→ **INSTRUCTIONS FOR THE TASK**
Copy the data exactly from the line that contains "Map reading. Extract" through the line that contains "Annotation task. Describe", keeping both end lines and leaving out everything else.

[[ DATASET EXTRACT, beginning ]]

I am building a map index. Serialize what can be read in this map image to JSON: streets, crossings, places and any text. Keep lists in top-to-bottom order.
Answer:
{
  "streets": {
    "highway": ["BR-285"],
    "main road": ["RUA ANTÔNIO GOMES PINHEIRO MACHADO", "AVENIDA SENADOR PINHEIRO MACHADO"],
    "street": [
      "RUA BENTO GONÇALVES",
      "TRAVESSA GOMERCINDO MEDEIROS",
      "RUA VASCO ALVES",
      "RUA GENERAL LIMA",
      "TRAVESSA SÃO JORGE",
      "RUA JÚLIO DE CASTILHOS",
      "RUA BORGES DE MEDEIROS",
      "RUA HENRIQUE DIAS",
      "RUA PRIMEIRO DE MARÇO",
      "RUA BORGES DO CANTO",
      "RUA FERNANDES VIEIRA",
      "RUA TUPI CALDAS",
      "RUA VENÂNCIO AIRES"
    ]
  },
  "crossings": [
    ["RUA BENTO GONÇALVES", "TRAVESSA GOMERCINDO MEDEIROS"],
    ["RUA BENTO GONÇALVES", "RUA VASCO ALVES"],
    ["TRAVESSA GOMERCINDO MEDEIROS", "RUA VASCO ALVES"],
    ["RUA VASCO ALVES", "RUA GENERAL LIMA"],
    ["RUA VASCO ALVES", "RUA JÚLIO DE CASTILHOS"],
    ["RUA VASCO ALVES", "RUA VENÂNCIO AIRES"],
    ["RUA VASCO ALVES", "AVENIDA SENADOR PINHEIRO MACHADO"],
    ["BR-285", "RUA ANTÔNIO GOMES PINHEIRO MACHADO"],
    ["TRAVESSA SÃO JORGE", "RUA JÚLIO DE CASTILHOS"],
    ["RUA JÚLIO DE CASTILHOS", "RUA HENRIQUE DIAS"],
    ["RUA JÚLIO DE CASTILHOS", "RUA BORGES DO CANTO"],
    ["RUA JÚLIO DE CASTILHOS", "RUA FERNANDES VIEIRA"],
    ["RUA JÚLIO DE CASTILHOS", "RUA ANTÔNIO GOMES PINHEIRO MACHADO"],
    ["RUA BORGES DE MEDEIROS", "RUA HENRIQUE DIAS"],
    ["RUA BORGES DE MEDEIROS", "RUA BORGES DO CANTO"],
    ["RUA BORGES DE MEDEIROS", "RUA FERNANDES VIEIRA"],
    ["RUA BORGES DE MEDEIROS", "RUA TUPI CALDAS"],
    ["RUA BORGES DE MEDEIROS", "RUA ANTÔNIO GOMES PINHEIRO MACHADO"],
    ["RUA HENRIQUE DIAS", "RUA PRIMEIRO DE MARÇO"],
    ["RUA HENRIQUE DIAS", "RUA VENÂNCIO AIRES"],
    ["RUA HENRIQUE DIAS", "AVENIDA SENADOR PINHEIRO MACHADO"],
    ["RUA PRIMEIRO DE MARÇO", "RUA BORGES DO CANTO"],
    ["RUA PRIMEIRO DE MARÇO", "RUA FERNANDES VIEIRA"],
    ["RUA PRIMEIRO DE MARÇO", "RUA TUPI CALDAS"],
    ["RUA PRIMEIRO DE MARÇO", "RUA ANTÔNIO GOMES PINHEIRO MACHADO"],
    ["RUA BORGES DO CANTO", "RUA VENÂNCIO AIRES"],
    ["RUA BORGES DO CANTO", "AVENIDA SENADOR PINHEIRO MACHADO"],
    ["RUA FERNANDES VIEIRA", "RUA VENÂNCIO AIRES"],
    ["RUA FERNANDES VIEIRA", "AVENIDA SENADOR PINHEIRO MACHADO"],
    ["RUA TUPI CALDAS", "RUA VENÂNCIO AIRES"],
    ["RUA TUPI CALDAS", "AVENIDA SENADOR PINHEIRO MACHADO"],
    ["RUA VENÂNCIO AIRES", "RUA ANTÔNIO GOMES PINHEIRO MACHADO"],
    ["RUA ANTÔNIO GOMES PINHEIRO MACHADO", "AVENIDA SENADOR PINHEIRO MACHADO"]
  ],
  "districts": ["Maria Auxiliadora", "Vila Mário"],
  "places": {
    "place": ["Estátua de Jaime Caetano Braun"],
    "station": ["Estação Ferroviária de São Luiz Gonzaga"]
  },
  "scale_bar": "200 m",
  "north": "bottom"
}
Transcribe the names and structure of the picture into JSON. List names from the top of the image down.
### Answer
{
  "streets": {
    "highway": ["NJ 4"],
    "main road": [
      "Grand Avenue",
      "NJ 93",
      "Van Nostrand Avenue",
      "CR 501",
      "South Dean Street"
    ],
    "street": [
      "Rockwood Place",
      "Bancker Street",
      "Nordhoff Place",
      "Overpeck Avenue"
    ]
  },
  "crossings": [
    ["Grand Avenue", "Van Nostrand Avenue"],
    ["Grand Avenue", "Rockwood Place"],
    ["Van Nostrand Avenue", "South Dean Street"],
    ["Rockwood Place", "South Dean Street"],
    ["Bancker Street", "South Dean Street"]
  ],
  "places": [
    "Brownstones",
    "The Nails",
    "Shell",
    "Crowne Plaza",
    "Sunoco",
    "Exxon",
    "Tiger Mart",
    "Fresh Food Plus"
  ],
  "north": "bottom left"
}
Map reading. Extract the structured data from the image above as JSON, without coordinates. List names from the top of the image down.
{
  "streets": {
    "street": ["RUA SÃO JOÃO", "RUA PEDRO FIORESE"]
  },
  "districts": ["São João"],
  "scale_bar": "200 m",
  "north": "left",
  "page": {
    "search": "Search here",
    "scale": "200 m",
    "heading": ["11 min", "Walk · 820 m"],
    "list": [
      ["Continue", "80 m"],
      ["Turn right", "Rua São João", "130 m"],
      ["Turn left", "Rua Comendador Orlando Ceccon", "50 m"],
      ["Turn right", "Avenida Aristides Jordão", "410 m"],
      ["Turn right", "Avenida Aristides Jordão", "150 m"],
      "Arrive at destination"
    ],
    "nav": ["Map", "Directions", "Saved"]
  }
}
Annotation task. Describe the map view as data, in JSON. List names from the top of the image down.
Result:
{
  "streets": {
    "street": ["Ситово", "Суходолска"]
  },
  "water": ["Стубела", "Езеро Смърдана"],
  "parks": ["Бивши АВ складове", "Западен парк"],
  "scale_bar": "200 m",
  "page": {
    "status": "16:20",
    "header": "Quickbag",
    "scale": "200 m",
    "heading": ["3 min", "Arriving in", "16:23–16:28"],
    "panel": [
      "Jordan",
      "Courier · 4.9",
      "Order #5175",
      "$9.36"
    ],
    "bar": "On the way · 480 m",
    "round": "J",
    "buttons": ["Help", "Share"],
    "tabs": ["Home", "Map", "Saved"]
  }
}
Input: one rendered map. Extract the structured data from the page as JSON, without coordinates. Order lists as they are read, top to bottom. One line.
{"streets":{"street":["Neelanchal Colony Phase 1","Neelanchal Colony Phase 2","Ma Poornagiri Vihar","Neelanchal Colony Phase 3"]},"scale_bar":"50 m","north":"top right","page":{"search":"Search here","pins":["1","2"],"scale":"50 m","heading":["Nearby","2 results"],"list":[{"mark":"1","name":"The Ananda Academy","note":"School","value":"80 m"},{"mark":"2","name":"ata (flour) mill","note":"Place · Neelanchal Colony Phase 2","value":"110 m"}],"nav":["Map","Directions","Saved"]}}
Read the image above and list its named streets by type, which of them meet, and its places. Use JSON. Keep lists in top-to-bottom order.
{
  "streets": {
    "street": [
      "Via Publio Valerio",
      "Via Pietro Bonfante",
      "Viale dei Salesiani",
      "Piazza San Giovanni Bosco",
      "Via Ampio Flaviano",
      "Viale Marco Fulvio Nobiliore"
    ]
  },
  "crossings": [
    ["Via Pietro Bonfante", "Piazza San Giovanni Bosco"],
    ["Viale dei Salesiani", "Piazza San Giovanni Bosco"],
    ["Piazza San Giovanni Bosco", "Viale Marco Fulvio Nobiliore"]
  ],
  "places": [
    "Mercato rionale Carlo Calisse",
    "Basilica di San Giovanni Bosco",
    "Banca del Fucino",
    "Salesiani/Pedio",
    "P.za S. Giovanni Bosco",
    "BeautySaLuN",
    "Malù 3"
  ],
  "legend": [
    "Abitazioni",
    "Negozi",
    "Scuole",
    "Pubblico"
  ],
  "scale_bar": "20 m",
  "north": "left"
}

[[ DATASET EXTRACT, end ]]

→ **YOUR SOLUTION**
Map reading. Extract the structured data from the image above as JSON, without coordinates. List names from the top of the image down.
{
  "streets": {
    "street": ["RUA SÃO JOÃO", "RUA PEDRO FIORESE"]
  },
  "districts": ["São João"],
  "scale_bar": "200 m",
  "north": "left",
  "page": {
    "search": "Search here",
    "scale": "200 m",
    "heading": ["11 min", "Walk · 820 m"],
    "list": [
      ["Continue", "80 m"],
      ["Turn right", "Rua São João", "130 m"],
      ["Turn left", "Rua Comendador Orlando Ceccon", "50 m"],
      ["Turn right", "Avenida Aristides Jordão", "410 m"],
      ["Turn right", "Avenida Aristides Jordão", "150 m"],
      "Arrive at destination"
    ],
    "nav": ["Map", "Directions", "Saved"]
  }
}
Annotation task. Describe the map view as data, in JSON. List names from the top of the image down.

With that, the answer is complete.